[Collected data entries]
________________________________________

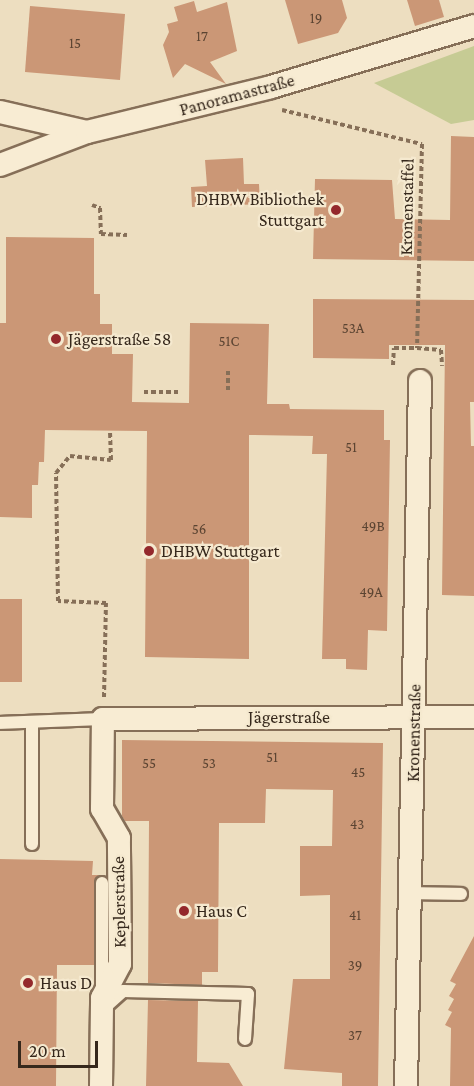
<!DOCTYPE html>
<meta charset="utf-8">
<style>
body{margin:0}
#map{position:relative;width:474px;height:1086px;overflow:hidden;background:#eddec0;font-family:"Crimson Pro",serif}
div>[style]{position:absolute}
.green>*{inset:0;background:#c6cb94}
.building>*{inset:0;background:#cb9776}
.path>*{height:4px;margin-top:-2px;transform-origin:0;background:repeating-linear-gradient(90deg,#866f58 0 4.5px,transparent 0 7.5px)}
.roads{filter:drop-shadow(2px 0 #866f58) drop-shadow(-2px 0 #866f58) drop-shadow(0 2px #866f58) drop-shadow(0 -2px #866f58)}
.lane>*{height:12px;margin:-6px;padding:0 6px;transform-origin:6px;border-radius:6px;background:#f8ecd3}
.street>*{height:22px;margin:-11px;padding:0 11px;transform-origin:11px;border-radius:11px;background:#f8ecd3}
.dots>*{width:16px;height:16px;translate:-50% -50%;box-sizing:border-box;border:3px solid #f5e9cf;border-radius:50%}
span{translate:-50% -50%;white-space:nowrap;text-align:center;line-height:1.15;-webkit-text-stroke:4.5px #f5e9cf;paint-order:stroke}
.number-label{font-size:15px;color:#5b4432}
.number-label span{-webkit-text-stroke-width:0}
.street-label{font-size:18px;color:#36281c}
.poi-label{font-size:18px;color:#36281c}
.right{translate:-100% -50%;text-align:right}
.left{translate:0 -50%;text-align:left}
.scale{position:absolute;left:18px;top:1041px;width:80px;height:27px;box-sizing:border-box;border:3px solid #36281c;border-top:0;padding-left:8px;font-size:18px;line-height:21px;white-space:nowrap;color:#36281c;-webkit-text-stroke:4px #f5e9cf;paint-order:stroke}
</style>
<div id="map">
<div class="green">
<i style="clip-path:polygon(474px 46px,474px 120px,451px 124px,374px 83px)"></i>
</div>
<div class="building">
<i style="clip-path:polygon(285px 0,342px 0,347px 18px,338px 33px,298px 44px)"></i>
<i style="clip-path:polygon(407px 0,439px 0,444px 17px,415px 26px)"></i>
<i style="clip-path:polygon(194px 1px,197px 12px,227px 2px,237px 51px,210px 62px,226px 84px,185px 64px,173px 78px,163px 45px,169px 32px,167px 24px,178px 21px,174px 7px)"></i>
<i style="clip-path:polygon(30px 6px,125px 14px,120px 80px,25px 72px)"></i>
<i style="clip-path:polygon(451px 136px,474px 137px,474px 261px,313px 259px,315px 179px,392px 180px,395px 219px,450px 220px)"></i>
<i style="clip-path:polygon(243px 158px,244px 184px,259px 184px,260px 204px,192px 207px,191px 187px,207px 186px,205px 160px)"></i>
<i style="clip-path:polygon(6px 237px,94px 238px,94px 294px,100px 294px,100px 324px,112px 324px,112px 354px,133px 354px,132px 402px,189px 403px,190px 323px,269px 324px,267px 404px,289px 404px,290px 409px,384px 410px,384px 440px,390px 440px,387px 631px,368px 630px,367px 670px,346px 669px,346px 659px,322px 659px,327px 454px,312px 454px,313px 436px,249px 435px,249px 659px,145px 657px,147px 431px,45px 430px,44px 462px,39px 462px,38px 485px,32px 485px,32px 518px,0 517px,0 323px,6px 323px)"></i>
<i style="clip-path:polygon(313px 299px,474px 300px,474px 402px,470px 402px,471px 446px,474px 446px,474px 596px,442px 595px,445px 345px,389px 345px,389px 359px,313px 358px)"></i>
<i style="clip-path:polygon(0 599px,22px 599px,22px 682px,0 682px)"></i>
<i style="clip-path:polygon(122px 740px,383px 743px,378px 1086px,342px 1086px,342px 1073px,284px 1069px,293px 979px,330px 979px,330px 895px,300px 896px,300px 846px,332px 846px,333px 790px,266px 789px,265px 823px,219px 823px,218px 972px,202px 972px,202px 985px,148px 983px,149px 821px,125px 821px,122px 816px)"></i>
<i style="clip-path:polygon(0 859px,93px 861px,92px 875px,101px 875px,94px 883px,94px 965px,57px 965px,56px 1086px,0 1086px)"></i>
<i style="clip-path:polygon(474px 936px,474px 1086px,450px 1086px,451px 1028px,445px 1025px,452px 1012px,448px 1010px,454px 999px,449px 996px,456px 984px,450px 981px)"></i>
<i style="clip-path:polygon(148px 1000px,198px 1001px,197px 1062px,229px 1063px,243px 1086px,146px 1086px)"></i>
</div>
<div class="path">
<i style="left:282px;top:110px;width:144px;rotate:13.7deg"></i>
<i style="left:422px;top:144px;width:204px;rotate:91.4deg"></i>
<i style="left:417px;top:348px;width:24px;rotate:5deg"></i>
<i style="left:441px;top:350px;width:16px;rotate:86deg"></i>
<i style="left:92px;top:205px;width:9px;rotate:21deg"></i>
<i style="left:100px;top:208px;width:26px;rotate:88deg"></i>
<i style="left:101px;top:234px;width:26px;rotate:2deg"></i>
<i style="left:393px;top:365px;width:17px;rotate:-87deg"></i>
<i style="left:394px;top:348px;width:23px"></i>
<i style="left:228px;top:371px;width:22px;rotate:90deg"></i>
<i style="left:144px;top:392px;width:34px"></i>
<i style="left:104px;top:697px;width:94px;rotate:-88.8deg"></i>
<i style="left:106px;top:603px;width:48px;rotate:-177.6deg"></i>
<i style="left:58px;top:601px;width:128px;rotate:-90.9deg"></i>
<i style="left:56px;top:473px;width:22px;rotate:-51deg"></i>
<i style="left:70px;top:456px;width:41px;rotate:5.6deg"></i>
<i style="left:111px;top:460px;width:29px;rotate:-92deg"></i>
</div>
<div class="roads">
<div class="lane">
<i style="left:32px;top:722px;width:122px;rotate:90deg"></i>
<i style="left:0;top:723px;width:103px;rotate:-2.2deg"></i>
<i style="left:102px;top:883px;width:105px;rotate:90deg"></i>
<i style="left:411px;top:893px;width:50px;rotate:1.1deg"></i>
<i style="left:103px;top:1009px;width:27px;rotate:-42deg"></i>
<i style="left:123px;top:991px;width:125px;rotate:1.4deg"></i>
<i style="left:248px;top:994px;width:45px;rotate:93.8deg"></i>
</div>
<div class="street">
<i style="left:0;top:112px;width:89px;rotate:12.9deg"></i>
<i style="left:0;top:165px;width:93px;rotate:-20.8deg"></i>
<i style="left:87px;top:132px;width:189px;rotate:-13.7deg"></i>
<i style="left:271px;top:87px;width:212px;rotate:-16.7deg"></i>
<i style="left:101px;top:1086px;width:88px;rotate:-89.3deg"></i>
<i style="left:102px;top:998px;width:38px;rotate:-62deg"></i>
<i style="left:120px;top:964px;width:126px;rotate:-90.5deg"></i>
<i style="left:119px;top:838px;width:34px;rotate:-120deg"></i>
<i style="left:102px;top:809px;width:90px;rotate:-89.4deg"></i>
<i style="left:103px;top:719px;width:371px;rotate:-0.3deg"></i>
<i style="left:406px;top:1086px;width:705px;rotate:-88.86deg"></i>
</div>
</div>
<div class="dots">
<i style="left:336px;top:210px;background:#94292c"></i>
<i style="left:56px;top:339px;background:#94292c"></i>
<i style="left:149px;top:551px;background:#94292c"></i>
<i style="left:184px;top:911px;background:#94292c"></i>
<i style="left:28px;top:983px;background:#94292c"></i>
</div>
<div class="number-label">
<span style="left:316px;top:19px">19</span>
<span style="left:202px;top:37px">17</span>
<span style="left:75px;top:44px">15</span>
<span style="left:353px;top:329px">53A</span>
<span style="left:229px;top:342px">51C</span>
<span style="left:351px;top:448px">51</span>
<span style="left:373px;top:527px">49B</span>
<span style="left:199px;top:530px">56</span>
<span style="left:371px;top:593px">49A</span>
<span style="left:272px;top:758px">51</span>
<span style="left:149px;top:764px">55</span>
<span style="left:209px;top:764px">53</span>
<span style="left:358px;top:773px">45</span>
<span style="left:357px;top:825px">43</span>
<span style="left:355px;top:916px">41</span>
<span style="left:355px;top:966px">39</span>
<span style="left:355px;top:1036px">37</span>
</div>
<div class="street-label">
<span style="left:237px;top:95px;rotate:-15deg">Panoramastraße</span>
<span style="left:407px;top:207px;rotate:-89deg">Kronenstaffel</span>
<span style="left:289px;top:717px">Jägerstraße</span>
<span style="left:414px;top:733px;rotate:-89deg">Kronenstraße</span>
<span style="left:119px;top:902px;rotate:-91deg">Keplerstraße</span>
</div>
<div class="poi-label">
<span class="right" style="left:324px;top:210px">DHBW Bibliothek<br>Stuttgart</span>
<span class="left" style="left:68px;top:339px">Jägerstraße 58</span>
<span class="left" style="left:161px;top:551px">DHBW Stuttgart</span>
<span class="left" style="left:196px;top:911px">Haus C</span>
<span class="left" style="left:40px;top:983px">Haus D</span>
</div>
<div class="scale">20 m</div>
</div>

________________________________________

• _What the task asks_: Filter the data for the string "stroke" and copy every line that has it.

• _Solution to this problem_:
span{translate:-50% -50%;white-space:nowrap;text-align:center;line-height:1.15;-webkit-text-stroke:4.5px #f5e9cf;paint-order:stroke}
.number-label span{-webkit-text-stroke-width:0}
.scale{position:absolute;left:18px;top:1041px;width:80px;height:27px;box-sizing:border-box;border:3px solid #36281c;border-top:0;padding-left:8px;font-size:18px;line-height:21px;white-space:nowrap;color:#36281c;-webkit-text-stroke:4px #f5e9cf;paint-order:stroke}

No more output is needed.